#### THE RECORDS
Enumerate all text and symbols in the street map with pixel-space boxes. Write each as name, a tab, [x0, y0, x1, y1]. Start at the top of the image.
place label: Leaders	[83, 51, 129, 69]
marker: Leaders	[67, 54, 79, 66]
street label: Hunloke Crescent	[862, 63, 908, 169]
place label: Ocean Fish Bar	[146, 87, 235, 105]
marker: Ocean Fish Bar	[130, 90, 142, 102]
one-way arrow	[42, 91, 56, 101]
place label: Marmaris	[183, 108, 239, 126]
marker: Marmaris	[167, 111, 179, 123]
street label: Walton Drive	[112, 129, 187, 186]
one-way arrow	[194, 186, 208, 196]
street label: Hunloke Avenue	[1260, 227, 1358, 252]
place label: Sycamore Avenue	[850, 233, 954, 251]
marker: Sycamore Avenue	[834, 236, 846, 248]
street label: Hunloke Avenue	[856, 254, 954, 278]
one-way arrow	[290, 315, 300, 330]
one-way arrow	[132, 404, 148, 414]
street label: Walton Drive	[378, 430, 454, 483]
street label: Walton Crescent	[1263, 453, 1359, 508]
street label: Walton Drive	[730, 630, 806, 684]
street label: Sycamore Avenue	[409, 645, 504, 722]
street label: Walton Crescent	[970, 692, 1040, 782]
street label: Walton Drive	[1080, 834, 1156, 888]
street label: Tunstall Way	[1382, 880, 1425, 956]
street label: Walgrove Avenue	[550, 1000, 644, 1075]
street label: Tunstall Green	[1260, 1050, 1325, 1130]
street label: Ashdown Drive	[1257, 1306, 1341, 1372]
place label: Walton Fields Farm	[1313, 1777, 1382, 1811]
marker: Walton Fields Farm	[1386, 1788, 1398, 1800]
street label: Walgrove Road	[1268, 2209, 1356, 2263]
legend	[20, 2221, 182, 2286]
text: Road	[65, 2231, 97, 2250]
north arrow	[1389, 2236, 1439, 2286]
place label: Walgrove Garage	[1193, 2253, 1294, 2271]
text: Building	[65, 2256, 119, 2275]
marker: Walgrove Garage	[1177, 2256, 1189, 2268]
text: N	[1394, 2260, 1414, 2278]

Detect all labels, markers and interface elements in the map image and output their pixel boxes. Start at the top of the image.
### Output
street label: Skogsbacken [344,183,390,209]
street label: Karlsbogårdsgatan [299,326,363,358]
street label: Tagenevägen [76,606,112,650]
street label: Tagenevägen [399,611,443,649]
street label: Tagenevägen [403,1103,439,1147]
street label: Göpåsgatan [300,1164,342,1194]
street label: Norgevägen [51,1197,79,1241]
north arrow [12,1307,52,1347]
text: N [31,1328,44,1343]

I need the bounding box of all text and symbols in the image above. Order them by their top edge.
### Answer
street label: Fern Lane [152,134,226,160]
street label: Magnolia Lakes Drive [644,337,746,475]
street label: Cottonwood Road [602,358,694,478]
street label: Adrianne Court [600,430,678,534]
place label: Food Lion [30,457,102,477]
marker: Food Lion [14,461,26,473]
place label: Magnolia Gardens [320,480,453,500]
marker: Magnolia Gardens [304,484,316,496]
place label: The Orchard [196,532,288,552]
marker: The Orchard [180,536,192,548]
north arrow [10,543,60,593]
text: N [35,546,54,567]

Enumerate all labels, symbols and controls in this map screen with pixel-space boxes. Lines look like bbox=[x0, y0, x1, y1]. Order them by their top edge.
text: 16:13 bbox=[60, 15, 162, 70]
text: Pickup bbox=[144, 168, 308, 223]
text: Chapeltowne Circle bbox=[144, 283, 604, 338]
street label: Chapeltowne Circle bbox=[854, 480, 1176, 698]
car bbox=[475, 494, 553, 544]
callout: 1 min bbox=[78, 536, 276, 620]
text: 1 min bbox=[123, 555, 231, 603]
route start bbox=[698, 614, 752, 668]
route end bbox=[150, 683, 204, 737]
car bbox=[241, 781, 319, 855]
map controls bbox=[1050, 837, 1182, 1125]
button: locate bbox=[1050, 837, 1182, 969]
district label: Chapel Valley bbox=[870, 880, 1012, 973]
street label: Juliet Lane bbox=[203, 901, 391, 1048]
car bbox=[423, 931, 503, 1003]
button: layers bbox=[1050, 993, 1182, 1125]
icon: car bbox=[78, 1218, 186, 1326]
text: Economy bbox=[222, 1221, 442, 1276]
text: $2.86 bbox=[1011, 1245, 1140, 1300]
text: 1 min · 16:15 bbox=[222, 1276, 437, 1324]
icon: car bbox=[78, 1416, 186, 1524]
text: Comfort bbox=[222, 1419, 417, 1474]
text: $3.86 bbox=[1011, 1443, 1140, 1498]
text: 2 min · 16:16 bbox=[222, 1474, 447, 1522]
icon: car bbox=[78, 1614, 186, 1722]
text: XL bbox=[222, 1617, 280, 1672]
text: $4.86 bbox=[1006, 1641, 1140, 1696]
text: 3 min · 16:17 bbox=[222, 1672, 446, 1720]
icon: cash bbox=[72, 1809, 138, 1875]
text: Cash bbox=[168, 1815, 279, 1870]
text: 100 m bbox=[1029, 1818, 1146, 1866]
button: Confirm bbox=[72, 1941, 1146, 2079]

#### TASK
Restate every line of the data above exactly as it was written.

#### RESPONSE AREA
Enumerate all text and symbols in the street map with pixel-space boxes. Write each as name, a tab, [x0, y0, x1, y1]. Start at the top of the image.
place label: Leaders	[83, 51, 129, 69]
marker: Leaders	[67, 54, 79, 66]
street label: Hunloke Crescent	[862, 63, 908, 169]
place label: Ocean Fish Bar	[146, 87, 235, 105]
marker: Ocean Fish Bar	[130, 90, 142, 102]
one-way arrow	[42, 91, 56, 101]
place label: Marmaris	[183, 108, 239, 126]
marker: Marmaris	[167, 111, 179, 123]
street label: Walton Drive	[112, 129, 187, 186]
one-way arrow	[194, 186, 208, 196]
street label: Hunloke Avenue	[1260, 227, 1358, 252]
place label: Sycamore Avenue	[850, 233, 954, 251]
marker: Sycamore Avenue	[834, 236, 846, 248]
street label: Hunloke Avenue	[856, 254, 954, 278]
one-way arrow	[290, 315, 300, 330]
one-way arrow	[132, 404, 148, 414]
street label: Walton Drive	[378, 430, 454, 483]
street label: Walton Crescent	[1263, 453, 1359, 508]
street label: Walton Drive	[730, 630, 806, 684]
street label: Sycamore Avenue	[409, 645, 504, 722]
street label: Walton Crescent	[970, 692, 1040, 782]
street label: Walton Drive	[1080, 834, 1156, 888]
street label: Tunstall Way	[1382, 880, 1425, 956]
street label: Walgrove Avenue	[550, 1000, 644, 1075]
street label: Tunstall Green	[1260, 1050, 1325, 1130]
street label: Ashdown Drive	[1257, 1306, 1341, 1372]
place label: Walton Fields Farm	[1313, 1777, 1382, 1811]
marker: Walton Fields Farm	[1386, 1788, 1398, 1800]
street label: Walgrove Road	[1268, 2209, 1356, 2263]
legend	[20, 2221, 182, 2286]
text: Road	[65, 2231, 97, 2250]
north arrow	[1389, 2236, 1439, 2286]
place label: Walgrove Garage	[1193, 2253, 1294, 2271]
text: Building	[65, 2256, 119, 2275]
marker: Walgrove Garage	[1177, 2256, 1189, 2268]
text: N	[1394, 2260, 1414, 2278]

Detect all labels, markers and interface elements in the map image and output their pixel boxes. Start at the top of the image.
### Output
street label: Skogsbacken [344,183,390,209]
street label: Karlsbogårdsgatan [299,326,363,358]
street label: Tagenevägen [76,606,112,650]
street label: Tagenevägen [399,611,443,649]
street label: Tagenevägen [403,1103,439,1147]
street label: Göpåsgatan [300,1164,342,1194]
street label: Norgevägen [51,1197,79,1241]
north arrow [12,1307,52,1347]
text: N [31,1328,44,1343]

I need the bounding box of all text and symbols in the image above. Order them by their top edge.
### Answer
street label: Fern Lane [152,134,226,160]
street label: Magnolia Lakes Drive [644,337,746,475]
street label: Cottonwood Road [602,358,694,478]
street label: Adrianne Court [600,430,678,534]
place label: Food Lion [30,457,102,477]
marker: Food Lion [14,461,26,473]
place label: Magnolia Gardens [320,480,453,500]
marker: Magnolia Gardens [304,484,316,496]
place label: The Orchard [196,532,288,552]
marker: The Orchard [180,536,192,548]
north arrow [10,543,60,593]
text: N [35,546,54,567]

Enumerate all labels, symbols and controls in this map screen with pixel-space boxes. Lines look like bbox=[x0, y0, x1, y1]. Order them by their top edge.
text: 16:13 bbox=[60, 15, 162, 70]
text: Pickup bbox=[144, 168, 308, 223]
text: Chapeltowne Circle bbox=[144, 283, 604, 338]
street label: Chapeltowne Circle bbox=[854, 480, 1176, 698]
car bbox=[475, 494, 553, 544]
callout: 1 min bbox=[78, 536, 276, 620]
text: 1 min bbox=[123, 555, 231, 603]
route start bbox=[698, 614, 752, 668]
route end bbox=[150, 683, 204, 737]
car bbox=[241, 781, 319, 855]
map controls bbox=[1050, 837, 1182, 1125]
button: locate bbox=[1050, 837, 1182, 969]
district label: Chapel Valley bbox=[870, 880, 1012, 973]
street label: Juliet Lane bbox=[203, 901, 391, 1048]
car bbox=[423, 931, 503, 1003]
button: layers bbox=[1050, 993, 1182, 1125]
icon: car bbox=[78, 1218, 186, 1326]
text: Economy bbox=[222, 1221, 442, 1276]
text: $2.86 bbox=[1011, 1245, 1140, 1300]
text: 1 min · 16:15 bbox=[222, 1276, 437, 1324]
icon: car bbox=[78, 1416, 186, 1524]
text: Comfort bbox=[222, 1419, 417, 1474]
text: $3.86 bbox=[1011, 1443, 1140, 1498]
text: 2 min · 16:16 bbox=[222, 1474, 447, 1522]
icon: car bbox=[78, 1614, 186, 1722]
text: XL bbox=[222, 1617, 280, 1672]
text: $4.86 bbox=[1006, 1641, 1140, 1696]
text: 3 min · 16:17 bbox=[222, 1672, 446, 1720]
icon: cash bbox=[72, 1809, 138, 1875]
text: Cash bbox=[168, 1815, 279, 1870]
text: 100 m bbox=[1029, 1818, 1146, 1866]
button: Confirm bbox=[72, 1941, 1146, 2079]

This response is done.